YOUR OBJECTIVE
Taking the lines below one at a time, count those with the string "linecap" and give the result alone.

┌─ MATERIAL SHOWN

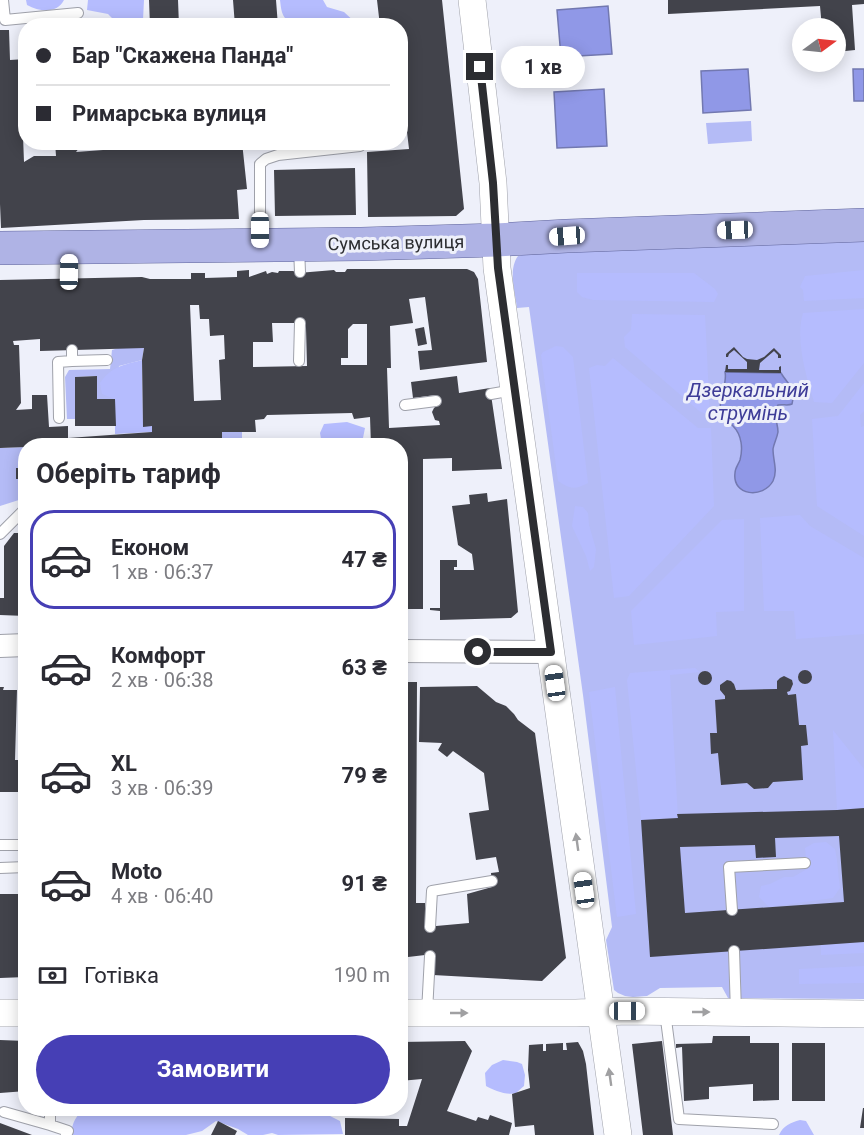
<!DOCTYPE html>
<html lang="uk">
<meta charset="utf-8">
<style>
:root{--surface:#fff;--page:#f2f2f3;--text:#2b2b33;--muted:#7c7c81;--line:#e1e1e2;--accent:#463fb5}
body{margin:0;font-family:Roboto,sans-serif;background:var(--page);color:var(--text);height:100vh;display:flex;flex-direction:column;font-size:22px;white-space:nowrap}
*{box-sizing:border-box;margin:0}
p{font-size:20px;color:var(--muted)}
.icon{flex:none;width:33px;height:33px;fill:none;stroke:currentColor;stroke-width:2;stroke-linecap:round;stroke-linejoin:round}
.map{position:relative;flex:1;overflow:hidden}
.panel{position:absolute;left:18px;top:438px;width:390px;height:678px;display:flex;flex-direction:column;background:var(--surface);border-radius:24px;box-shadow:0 3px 15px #0003}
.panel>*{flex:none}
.banner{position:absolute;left:18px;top:18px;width:390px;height:132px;border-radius:24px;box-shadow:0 3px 15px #0003;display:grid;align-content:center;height:132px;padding:0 18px;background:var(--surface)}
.needle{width:39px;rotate:75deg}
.tools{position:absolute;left:792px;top:18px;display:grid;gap:12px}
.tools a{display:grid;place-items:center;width:54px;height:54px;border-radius:50%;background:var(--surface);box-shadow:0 3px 15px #0003;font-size:30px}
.end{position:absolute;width:27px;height:27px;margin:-14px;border:8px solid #2c2d31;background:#fff;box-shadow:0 0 0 3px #fff}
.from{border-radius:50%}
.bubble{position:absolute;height:42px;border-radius:21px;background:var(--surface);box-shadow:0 3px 15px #0003;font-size:20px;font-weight:700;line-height:42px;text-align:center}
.car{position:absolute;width:18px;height:36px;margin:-18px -9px;border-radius:8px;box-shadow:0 0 4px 2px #0007;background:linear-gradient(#fff 24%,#345 0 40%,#fff 0 76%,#345 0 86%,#fff 0)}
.banner b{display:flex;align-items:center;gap:21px;height:57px;font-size:22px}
.banner b+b{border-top:2px solid var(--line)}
.banner i{width:15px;height:15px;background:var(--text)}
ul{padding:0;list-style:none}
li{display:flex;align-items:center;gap:18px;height:99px;margin:0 12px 9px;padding:0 6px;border:3px solid transparent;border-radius:24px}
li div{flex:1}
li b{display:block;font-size:22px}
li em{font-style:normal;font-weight:700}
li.current{border-color:var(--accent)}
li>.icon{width:54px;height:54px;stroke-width:1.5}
h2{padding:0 18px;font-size:27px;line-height:72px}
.pay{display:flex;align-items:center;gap:15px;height:66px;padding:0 18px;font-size:22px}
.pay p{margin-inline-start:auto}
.primary-button{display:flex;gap:12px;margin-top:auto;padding:12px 18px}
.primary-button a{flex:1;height:69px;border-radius:36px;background:var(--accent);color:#fff;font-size:24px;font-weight:700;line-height:69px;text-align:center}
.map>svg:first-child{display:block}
.green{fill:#b4bbf6}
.forest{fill:#b5bcfe}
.water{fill:#9098e7;stroke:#7278b0;stroke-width:1.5}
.building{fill:#42434b;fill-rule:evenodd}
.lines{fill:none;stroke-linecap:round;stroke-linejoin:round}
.service-casing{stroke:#9fa1aa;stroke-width:12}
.minor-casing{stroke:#9fa1aa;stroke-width:24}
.tertiary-casing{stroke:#9fa1aa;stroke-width:28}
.primary-casing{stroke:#5f649b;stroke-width:34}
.service{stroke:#fff;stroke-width:10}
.minor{stroke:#fff;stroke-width:22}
.tertiary{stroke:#fff;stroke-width:27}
.primary{stroke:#afb3e5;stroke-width:33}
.oneway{fill:#a0a0a2}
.route{stroke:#2c2d31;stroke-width:8}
.labels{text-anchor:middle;stroke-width:6;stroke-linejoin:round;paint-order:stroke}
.street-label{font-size:18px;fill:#2c2d31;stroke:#eef0fa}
.water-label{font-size:20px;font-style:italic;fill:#3e3c98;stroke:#eef0fa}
</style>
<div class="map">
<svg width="864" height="1135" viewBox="0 0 864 1135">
<rect width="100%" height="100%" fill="#eef0fa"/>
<path class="green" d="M751,121L752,141L708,144L706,123Z
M864,241V999L728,998L722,987L660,988L647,996L633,997L625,996L618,993L614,990L606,940L612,927L583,695L529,307L517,308C515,291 508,270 518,256L525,254Z
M118,348H144L142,360L119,366L115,399H97V376L75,377V419H67L65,377L69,370L110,369L112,350Z
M222,432H242V445H222Z
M26,447L25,468H16V479H22V499L0,506V448Z"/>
<path class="forest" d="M26,0H64C57,14 40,12 27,5Z
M88,0H144L143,20L138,25H119L108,14L87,10Z
M280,0H323L327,7L344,12L358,25H293C292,23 289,22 287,20C281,15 281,7 280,0Z
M864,270V298L804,301L803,290L800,287L805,276Z
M577,273H694L715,289L718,294L714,302L593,300L582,297L577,292Z
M864,309V363L832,403L814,402C806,376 795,339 803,313Z
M632,314L705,315L710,416L699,411L625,347L624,337L631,330Z
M556,346L563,347L573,357L588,483C575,490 570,489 558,481L541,355L543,352Z
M613,358L698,428H711L714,506L629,596L614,598L589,368L597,365L605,366Z
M142,360L143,426H152V432L115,434V399L102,394L100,383C112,366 123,365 142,360Z
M864,383V411L860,415L861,427L864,426V536L817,506L812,419L838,416Z
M347,422L365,428L363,438C346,443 337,445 321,439L320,433L324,424Z
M575,506L583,507L588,513L589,525L596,549L594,567L590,571L586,556L572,526Z
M800,515L810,526L864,558V634L796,639L794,611H764L760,518Z
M744,519V611L716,612L717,636L634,645L631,611L722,520Z
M695,668L700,672L670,675L678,818L641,820L627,680L630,673Z
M615,687L636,914L617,917L589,692Z
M833,730L864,769V808L837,810Z
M826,842L835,849C838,862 838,875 840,888L833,898L769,907L759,897L761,886L770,884L784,877H793L807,869L805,848L814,843Z
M864,942V953L821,955V945Z
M864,966V983L799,984V969Z
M503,1060L517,1062L522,1064L525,1075L524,1086C521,1088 519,1091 516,1093C507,1096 493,1090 486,1086L485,1073L492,1065Z
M87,1108L122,1109L130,1111L147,1108H207L219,1111L303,1116H330L340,1121L343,1134L278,1135L272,1133L263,1135H248L238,1129L216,1121L202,1131L186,1135H71C72,1123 76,1114 87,1108Z
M800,1120L806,1121L814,1135H779C784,1125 790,1123 800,1120Z"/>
<path class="water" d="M608,6L612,54L561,57L557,10Z
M748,69L751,110L703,113L701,71Z
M853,69H864V101H854Z
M604,89L607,146L557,148L554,92Z
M725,372L781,373C788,385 796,387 792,404C788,406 783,404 778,405C772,414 778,422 778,432C777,438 774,443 773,449C773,461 778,470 773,481C763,499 732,496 735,473C735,468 738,465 740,460C743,449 742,435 733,426C729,421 723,419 721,412C717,398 728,385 725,372Z"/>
<path class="building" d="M149,0H178L179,26H150Z
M233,0H276L278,26H235Z
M377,0H442L464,209L456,216L368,217L367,152L409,149L404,106H400V26H380Z
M668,0H864V4L852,5L855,50L836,52V28H822L820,6L668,14Z
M0,30H9L10,60L26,59V136H23L24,162L34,156H56L55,142H84L76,152L211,142H242L247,189L237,190L239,219L144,220L1,228L0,204Z
M355,168L356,215L275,216L274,170Z
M347,269H467L474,272L478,279L487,362L420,370L418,351L432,350L425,297L409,299L413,323L390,326L391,368H387L389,428L440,425L439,421L435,420L432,412L434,408L437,405L436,395L413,398L411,382L457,376L459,393L490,388L502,469L452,471V458L423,459V609H400V446H371L370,417L354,419L352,413L267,415L264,419L255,420L256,432H222V446H177V441L153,442L152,446H26V447L0,448V280L142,277L150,279H191V273H205V278L237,277V271L249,270V277L266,271L267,274L272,272L278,273L279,271H293L298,273L334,270L336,272H345ZM190,305H199L200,319H209L210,336L224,335L225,359L219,360L221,400L194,401ZM272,323H304L306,328L307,366L253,367V342H273ZM353,324H367V365H341V358H348V329ZM40,339V351L144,348L142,360L143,427L152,426V432L68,438V426L49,427L47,395H32V409L16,410L21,403L19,345H14L13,341Z
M424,327L427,344L418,346L415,329Z
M734,347L743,357L747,359L757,360L764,357L774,348L781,355V358H778V355L774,351L760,363L759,370H779V367L781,366V373L725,372L726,365H728V369H747V362L734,350L729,354L728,357H726V354Z
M97,376V399H115L116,426H75V377Z
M16,468H26V479H16Z
M487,493L488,502L507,499L518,612L511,618L440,620V611L430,610V608H440V560H457V567H454V570H474L472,554L458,545L452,506L470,504L469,495Z
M14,533H26V616L0,615V598H4V546Z
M798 677a7 7 0 1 1 14 0a7 7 0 1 1-14 0Z
M698 678a7 7 0 1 1 14 0a7 7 0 1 1-14 0Z
M784,676L792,680L793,684L790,691L787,692L788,695L796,694L799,725H806L808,745L801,746L803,780L773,782L768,788L754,789L747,783L721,785L718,753L711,754L710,733H717L715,700L725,699V696L720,690V685L727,680L731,681L734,684L736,690L777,689V681L780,678Z
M400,682H417L416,903H425V927L469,923L467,894L492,887L491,873L499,872L496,857L476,860L469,813L489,810L484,773L453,751L447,757L438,750L442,743L419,742L420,687L477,686L496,702L506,706L514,714L518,720L535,733L566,958L542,981L433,975V956L425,955L408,957V971H405V979H400Z
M0,687H4L3,690H17L15,760H26V792H0Z
M864,808V942L650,957L641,820L678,818L677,814L837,810ZM839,836L844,902L685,913L680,847L755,845L756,858L776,857L775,838Z
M0,894H26V977L0,978Z
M713,1036H750V1043H779V1100L753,1101V1084L709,1087V1099L684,1101L682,1047L676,1048V1044L712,1043Z
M0,1040L26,1041V1091L0,1093Z
M465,1041L472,1051L447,1111L476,1121L478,1117L488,1120L490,1115L512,1123L509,1135H345V1118L399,1119V1126H407L422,1079L400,1081V1042Z
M662,1041L673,1135H643L632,1044Z
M578,1042L583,1051L586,1064L594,1135H535L534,1125L515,1127L512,1094L530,1088L528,1070L529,1045L543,1044V1051H546V1044L563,1043V1050H567L566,1043Z
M792,1043H825V1101H792Z
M863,1108H864V1128H860Z
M218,1121L237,1131L235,1135H211Z
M0,1123L32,1135H0Z"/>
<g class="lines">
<g class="service-casing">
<path id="service" d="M3,0L5,20L78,13
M260,242V164L266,159L278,155L360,146
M299,248L300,272
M69,279V251
M72,350V361L107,360
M299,361L300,323
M491,394L514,390
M405,405L436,401
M59,418L58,362L72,361
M0,534L26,508
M0,845H26
M0,868L26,867
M732,910L729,867L805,863
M430,927L432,891L492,881
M734,951L736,1012
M427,1012L430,956
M665,1012L679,1119L773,1124
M369,1108H388
M4,1112L50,1125V1108
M50,1125L68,1131L66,1135"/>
</g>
<g class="minor-casing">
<path id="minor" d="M0,646L26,645
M400,651L551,652"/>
</g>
<g class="tertiary-casing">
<path id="tertiary" d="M472,0L493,183L497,268L618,1135
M0,1013H26
M400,1013H576L627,1011L864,1014"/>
</g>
<g class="primary-casing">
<path id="primary" d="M0,248L361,244L496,240L567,236L864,225"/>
</g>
<use href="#service" class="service"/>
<use href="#minor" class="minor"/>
<use href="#tertiary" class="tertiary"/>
<use href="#primary" class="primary"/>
</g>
<defs><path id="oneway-solid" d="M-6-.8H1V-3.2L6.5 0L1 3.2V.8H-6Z" transform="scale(1.5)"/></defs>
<g class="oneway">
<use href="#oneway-solid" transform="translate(577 842) rotate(-98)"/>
<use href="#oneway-solid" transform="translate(701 1012)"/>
<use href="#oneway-solid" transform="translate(459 1013)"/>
<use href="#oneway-solid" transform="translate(610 1077) rotate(-98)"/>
</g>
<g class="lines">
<path class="route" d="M478,652H551L498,268L493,183L480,67"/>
</g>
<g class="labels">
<g class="street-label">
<text transform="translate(396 243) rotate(-1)" y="6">Сумська вулиця</text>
</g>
<g class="water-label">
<text x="748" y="397">Дзеркальний<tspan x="748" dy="23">струмінь</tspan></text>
</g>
</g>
</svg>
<div class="tools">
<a><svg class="needle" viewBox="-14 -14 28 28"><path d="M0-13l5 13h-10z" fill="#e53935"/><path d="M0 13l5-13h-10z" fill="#7c7c81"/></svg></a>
</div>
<i class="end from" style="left:478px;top:652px"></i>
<i class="end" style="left:480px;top:67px"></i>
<div class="bubble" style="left:501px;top:46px;width:84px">1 хв</div>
<i class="car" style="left:260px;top:230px;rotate:180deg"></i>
<i class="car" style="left:735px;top:230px;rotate:268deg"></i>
<i class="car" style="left:567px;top:236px;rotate:266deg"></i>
<i class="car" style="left:69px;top:272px;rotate:1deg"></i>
<i class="car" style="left:555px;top:683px;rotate:352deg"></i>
<i class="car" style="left:584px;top:890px;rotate:352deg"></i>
<i class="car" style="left:627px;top:1011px;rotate:90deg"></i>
<div class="banner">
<b><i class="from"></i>Бар &quot;Скажена Панда&quot;</b>
<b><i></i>Римарська вулиця</b>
</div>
<section class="panel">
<h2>Оберіть тариф</h2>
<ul>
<li class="current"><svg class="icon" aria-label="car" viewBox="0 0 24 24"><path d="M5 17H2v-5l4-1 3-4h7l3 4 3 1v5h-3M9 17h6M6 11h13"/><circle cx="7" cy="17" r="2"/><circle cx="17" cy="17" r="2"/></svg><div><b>Економ</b><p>1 хв · 06:37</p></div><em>47 ₴</em></li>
<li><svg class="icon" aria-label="car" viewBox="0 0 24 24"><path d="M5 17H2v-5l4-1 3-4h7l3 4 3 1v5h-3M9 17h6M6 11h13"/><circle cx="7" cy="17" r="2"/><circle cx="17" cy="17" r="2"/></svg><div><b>Комфорт</b><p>2 хв · 06:38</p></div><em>63 ₴</em></li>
<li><svg class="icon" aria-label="car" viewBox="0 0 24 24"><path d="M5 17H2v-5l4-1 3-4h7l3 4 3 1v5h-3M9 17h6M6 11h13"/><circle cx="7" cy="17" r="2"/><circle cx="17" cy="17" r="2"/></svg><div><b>XL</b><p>3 хв · 06:39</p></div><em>79 ₴</em></li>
<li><svg class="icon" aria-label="car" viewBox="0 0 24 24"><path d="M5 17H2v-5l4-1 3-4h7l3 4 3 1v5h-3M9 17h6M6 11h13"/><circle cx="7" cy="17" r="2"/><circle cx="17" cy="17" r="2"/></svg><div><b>Moto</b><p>4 хв · 06:40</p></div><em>91 ₴</em></li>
</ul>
<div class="pay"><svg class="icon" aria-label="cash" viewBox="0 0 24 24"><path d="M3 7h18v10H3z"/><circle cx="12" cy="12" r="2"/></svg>Готівка<p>190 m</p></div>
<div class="primary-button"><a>Замовити</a></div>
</section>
</div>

└─

COMPLETED TASK
2